Bazılarına göre bir melektir ki, arş müstesnâ olmak üzere, Allah ondan büyük bir mahlûk yaratmamıştır.(Şah Veliyyullah-i Dehlevî) hazretleri "Huccetullah-il Bâliğa" sının "Haşir vak'alarının iç yüzlerinden bir parça" unvanlı dördüncü bâbının başında şöyle der: "Bil ki, insan ruhlarının, bir demir nasıl mıknatısa doğru çekilip gidiyorsa öylece, müncezip olduğu (câzibesine tutulduğu) bir hazret vardır: Hazıyre-i kuds. Orası beden gömleklerinden sıyrılan ruhların -Hz. Peygamberimiz (aleyhissalâtü vasselâm)'in : "Birçok yüzleri, dilleri ve lûgatleri vardır" diye anlattığı -Ruh-ı a'zam= En büyük ruh" ile olan toplantısının yeridir... (O eserin üçüncü "Mele'i a'la" babında da şöyle demiştir "Onların (ruhların) en büyüklerinin nurları toplanıp Hz. Peygamberimiz (aleyhissalâtü vasselâm)'in "Bir çok yüzleri ve dilleri var" diye anlattığı "Ruh"un yanında tedâhul ederler, orada tek bir şey gibi olurlar. Ona Hazîre-i kuds denilir..." Bu sözlerde geçen "Hazret", huzur, ön, kat ma'nâsınadır.
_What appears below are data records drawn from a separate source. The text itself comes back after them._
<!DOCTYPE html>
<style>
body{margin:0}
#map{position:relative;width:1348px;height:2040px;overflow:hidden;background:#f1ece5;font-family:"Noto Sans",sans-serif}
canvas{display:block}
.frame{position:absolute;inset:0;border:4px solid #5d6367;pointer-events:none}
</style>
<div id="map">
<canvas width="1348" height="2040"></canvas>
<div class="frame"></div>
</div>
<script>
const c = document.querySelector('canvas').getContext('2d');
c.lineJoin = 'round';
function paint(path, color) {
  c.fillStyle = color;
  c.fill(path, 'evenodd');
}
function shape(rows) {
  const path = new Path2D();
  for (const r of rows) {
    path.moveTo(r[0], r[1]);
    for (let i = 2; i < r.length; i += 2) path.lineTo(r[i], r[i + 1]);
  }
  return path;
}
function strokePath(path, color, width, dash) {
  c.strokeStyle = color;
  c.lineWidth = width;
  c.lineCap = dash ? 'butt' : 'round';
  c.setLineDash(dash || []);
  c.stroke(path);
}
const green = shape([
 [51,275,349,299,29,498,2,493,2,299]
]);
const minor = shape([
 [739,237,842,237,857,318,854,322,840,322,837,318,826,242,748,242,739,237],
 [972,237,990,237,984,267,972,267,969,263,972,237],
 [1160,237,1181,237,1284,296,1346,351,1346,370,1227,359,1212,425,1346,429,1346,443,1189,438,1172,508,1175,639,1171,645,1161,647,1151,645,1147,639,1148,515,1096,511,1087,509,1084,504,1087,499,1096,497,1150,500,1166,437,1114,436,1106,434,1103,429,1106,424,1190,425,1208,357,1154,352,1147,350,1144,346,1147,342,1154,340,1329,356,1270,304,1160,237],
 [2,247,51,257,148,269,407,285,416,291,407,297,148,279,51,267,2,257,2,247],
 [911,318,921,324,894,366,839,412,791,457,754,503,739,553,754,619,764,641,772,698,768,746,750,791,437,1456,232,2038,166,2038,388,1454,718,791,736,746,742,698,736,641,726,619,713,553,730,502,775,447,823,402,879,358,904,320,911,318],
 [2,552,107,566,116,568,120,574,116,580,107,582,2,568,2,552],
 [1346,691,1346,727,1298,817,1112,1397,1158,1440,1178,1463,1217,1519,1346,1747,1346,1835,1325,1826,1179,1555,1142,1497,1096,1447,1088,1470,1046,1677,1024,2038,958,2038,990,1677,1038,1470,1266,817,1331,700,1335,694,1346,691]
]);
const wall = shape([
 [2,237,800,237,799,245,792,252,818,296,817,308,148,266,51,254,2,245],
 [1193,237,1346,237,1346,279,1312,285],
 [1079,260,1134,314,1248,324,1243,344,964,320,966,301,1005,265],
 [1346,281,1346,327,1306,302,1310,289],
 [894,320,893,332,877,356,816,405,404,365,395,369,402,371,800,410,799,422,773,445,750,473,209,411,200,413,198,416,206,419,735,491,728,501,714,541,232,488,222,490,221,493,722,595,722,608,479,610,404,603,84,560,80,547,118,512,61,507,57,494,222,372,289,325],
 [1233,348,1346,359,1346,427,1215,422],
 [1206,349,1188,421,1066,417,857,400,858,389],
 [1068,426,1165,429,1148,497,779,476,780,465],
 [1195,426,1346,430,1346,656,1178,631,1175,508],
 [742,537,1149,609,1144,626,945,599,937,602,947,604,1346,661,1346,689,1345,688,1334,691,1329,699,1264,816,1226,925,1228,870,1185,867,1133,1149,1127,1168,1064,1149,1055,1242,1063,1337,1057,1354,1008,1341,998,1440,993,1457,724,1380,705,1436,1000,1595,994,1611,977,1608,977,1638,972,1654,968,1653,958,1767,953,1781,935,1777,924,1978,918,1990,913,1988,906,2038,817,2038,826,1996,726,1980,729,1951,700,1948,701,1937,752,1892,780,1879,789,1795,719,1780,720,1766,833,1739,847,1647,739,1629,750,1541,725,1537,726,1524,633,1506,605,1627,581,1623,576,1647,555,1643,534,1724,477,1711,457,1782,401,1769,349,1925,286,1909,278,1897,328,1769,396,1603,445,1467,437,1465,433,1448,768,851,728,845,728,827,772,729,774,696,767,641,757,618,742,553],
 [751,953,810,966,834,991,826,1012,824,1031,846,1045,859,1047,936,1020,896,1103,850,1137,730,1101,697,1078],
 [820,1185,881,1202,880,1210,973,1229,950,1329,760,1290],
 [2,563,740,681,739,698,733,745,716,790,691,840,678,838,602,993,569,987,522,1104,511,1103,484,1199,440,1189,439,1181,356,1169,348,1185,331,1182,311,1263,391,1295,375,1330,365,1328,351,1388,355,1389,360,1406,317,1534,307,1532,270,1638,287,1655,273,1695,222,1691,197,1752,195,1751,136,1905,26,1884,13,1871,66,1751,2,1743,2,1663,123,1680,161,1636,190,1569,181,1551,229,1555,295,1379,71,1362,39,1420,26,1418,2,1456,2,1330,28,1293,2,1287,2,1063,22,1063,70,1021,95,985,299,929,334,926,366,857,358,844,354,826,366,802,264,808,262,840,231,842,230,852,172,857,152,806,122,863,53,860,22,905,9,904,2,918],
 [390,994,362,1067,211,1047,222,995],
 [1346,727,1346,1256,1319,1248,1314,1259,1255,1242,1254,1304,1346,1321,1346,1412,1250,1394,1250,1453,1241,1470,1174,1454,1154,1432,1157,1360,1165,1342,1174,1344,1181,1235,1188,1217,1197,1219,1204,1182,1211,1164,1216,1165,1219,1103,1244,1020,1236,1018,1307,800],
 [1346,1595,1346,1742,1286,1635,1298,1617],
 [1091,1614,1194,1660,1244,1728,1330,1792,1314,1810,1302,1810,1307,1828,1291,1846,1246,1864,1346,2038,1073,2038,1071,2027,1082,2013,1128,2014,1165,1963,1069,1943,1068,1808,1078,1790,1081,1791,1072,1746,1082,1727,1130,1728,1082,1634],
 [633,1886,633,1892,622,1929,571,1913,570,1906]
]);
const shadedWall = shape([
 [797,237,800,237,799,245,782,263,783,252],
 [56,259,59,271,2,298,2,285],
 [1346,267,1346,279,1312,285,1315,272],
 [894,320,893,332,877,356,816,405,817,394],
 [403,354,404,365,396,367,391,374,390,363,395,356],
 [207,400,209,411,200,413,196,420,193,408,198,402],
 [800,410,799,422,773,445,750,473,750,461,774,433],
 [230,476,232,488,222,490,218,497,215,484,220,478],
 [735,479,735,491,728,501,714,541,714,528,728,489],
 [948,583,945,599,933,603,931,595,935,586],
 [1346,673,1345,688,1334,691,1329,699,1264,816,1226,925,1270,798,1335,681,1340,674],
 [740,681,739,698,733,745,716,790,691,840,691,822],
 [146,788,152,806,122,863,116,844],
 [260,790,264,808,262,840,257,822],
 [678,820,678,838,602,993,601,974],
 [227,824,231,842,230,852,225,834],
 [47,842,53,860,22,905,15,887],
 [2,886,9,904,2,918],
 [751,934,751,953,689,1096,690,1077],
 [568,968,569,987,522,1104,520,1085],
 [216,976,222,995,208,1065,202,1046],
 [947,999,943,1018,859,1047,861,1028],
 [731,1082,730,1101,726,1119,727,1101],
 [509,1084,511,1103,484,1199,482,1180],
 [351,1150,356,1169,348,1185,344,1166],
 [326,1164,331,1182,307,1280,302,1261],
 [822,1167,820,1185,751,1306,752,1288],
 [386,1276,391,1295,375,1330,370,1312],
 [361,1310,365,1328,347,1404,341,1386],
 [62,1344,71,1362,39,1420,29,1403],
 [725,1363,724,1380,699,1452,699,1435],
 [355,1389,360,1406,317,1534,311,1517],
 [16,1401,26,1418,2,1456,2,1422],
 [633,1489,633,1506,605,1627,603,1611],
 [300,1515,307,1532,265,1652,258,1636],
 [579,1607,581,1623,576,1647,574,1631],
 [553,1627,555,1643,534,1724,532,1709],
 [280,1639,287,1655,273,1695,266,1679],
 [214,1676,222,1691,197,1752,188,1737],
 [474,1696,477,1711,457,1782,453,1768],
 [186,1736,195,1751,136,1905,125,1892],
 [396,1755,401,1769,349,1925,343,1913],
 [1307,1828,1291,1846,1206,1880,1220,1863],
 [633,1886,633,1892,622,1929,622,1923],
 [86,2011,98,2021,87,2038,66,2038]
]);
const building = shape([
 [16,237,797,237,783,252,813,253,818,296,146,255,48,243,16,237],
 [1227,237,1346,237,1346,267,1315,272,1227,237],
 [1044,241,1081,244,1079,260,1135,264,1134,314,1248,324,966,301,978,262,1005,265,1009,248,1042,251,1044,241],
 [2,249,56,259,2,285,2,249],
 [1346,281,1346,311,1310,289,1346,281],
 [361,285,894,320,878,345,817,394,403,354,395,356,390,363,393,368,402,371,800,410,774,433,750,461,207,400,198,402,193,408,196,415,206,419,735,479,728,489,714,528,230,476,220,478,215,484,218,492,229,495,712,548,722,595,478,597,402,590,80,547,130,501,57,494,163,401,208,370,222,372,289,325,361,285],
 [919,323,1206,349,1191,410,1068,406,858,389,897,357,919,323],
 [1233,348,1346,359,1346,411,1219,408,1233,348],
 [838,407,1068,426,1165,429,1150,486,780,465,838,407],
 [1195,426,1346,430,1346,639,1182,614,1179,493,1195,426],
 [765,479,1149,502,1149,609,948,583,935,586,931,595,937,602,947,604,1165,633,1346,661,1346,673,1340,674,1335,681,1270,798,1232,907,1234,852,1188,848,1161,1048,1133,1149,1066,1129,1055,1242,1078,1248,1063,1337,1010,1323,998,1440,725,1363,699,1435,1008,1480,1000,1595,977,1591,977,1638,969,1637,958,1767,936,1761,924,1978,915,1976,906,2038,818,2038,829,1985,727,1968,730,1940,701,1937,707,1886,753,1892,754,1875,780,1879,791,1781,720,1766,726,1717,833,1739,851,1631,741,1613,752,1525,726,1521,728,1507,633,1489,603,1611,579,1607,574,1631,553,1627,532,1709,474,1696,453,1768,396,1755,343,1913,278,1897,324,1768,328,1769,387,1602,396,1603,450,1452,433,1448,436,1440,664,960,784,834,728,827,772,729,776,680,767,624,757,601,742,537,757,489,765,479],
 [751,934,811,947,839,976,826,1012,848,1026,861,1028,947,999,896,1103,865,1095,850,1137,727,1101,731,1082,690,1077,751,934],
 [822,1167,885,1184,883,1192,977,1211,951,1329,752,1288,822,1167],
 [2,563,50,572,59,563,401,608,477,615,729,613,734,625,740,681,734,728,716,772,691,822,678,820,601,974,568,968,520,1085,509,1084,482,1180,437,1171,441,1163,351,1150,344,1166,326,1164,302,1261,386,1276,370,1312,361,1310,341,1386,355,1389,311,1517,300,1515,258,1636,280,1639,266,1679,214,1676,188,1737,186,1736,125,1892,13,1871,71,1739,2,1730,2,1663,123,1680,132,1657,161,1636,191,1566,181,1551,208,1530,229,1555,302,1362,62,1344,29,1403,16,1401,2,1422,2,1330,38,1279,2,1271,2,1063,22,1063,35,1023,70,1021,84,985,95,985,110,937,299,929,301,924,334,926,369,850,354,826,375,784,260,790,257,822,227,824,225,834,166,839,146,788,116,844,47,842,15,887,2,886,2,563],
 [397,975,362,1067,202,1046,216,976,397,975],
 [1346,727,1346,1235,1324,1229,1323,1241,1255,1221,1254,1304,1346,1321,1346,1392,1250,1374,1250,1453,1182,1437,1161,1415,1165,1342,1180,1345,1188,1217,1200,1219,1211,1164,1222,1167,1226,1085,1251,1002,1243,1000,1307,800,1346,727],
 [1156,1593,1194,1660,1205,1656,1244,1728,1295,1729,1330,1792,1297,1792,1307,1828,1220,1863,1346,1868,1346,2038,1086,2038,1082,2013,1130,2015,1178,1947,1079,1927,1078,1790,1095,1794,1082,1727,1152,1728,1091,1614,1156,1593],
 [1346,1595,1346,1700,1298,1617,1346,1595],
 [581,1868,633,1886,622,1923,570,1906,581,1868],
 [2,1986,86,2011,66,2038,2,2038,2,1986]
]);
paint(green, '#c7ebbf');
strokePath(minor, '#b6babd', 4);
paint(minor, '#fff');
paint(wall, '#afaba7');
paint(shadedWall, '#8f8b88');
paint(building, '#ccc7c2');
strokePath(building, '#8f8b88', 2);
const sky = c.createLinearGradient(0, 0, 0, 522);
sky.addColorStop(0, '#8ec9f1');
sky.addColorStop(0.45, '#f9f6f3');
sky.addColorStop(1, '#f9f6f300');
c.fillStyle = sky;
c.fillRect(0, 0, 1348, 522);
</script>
Diğer lâfızlarla birleştiği zaman ta'zıym (büyükleme) anlatır: "Hazreti Kün= Şânı yüce olan Kün emri, kelimesi" gibi Musannıfın ve yukarıda işâret ettiğimiz vech ile, ba'zı müfessirlerin mübhem olarak bahsettikleri "Ruh-ı a'zam" hakkında kısaca izahat vermeyi münâsip görüyoruz: Bu sûre-i celîlede ve éEl-kadr" sûresiyle diğer ba'zı sûrelerde zikredilen bu "Ruh" a dâir hayli söz söylenmiştir. Meselâ [İbni Mes'ud (radıyallahu anh) ] onun göklerden ve dağlardan büyük bir melek olduğunu, (İbni Abbas) (radıyallahu anhüma) da yaratılışta onun meleklerin en büyüğü bulunduğunu beyan etmişlerdir.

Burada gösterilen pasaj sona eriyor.